*WHAT IS EXPECTED:* Below are the records. Gather each line that holds "Fairway".

[Stored data]
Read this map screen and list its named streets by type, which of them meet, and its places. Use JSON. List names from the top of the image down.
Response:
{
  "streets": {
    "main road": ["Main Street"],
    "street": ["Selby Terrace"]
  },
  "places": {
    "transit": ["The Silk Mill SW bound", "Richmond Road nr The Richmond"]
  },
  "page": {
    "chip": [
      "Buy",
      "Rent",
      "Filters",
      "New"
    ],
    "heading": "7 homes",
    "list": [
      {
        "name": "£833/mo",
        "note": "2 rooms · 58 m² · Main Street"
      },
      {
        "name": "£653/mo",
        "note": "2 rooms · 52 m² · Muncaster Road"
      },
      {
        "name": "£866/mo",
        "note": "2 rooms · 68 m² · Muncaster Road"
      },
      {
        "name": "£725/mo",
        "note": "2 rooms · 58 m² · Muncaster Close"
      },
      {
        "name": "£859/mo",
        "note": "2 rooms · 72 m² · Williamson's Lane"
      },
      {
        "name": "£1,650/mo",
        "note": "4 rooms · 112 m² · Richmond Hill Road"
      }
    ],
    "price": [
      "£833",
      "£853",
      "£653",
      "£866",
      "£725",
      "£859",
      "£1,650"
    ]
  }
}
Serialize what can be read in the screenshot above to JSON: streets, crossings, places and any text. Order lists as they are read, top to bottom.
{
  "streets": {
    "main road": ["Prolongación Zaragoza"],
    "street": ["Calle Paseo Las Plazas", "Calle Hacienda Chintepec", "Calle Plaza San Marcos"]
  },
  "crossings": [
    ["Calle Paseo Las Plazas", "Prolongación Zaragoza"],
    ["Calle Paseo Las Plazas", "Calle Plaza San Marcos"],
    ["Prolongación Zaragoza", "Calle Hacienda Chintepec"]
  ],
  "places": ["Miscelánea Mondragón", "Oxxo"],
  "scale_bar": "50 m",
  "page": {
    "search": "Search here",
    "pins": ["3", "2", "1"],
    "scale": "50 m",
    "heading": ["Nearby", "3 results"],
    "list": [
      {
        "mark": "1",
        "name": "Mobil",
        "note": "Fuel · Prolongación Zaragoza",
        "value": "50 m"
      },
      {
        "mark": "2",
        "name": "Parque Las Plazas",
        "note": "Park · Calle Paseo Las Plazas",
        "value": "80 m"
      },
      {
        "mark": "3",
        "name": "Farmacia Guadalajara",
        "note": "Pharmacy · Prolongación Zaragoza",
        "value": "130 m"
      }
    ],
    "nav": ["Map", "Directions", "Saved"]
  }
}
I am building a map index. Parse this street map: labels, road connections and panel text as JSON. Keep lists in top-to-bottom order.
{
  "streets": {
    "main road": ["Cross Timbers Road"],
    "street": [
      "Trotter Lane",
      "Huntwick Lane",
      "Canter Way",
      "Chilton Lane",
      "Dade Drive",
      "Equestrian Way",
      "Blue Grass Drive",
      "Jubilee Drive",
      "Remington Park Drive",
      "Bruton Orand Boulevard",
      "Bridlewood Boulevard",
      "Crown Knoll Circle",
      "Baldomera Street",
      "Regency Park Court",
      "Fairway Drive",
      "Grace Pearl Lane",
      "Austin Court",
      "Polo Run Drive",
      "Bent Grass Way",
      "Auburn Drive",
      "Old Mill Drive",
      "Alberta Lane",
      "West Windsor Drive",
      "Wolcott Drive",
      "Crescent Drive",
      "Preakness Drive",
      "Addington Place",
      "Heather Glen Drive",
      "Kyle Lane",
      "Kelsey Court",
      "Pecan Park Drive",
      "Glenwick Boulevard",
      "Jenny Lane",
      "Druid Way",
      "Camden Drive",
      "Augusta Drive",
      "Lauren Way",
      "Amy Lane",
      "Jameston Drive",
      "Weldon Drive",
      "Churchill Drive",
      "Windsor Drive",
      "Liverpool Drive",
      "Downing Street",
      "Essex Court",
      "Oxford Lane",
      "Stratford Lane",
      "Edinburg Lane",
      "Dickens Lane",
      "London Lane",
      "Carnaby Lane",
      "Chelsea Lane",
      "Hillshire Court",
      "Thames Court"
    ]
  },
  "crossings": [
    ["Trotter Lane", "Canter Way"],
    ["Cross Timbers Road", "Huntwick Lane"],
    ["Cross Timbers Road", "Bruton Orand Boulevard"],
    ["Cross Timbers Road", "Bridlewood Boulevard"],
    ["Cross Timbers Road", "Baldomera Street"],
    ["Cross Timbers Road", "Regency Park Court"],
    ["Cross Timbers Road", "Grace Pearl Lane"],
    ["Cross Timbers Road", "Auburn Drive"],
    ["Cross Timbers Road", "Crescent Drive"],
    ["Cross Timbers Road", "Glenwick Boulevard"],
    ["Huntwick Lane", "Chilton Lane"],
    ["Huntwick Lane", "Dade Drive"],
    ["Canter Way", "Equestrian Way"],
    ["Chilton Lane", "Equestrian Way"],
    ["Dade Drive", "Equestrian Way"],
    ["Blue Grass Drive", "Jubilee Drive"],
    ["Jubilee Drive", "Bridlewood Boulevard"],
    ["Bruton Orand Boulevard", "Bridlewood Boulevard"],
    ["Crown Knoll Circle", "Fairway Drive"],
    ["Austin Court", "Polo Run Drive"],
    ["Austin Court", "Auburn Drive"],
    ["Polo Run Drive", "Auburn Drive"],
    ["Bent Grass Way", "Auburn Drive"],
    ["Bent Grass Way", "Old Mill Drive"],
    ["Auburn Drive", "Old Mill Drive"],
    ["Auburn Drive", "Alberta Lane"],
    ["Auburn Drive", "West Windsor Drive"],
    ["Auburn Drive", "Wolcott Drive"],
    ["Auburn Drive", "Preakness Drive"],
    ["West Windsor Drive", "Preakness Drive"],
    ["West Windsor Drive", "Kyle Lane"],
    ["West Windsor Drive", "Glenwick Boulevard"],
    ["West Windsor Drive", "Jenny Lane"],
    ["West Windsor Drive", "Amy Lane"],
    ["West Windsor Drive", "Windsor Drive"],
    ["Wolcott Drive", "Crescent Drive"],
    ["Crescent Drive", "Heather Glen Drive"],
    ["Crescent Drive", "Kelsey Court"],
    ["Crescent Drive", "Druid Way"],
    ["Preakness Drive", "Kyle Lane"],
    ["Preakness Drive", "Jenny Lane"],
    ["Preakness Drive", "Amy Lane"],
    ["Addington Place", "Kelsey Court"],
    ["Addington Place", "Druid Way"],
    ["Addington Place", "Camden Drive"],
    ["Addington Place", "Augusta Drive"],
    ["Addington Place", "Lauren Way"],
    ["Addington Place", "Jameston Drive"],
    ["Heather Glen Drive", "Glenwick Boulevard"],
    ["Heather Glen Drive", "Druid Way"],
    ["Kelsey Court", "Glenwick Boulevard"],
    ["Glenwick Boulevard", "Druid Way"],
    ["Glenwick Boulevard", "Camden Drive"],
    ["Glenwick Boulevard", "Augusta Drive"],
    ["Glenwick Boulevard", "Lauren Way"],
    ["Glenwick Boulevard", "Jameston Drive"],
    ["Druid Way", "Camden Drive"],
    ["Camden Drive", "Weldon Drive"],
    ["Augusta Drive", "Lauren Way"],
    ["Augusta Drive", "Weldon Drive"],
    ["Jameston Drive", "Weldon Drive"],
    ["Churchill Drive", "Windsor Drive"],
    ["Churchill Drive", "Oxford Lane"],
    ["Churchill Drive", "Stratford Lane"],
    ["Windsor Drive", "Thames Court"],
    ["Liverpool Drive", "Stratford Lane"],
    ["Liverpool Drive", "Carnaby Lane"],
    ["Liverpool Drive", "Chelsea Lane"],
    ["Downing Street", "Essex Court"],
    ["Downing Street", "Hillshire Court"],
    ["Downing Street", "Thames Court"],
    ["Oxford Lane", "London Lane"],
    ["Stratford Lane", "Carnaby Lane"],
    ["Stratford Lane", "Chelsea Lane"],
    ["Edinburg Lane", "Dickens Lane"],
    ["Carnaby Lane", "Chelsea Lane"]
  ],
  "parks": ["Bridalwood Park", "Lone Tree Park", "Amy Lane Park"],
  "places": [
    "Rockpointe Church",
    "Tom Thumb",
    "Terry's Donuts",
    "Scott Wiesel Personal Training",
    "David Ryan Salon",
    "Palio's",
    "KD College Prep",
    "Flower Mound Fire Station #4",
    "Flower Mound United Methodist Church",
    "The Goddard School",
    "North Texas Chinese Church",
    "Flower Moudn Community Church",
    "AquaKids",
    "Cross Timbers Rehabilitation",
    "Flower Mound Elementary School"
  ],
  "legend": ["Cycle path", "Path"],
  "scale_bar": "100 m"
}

*RESPONSE BOX:*
      "Fairway Drive",
    ["Crown Knoll Circle", "Fairway Drive"],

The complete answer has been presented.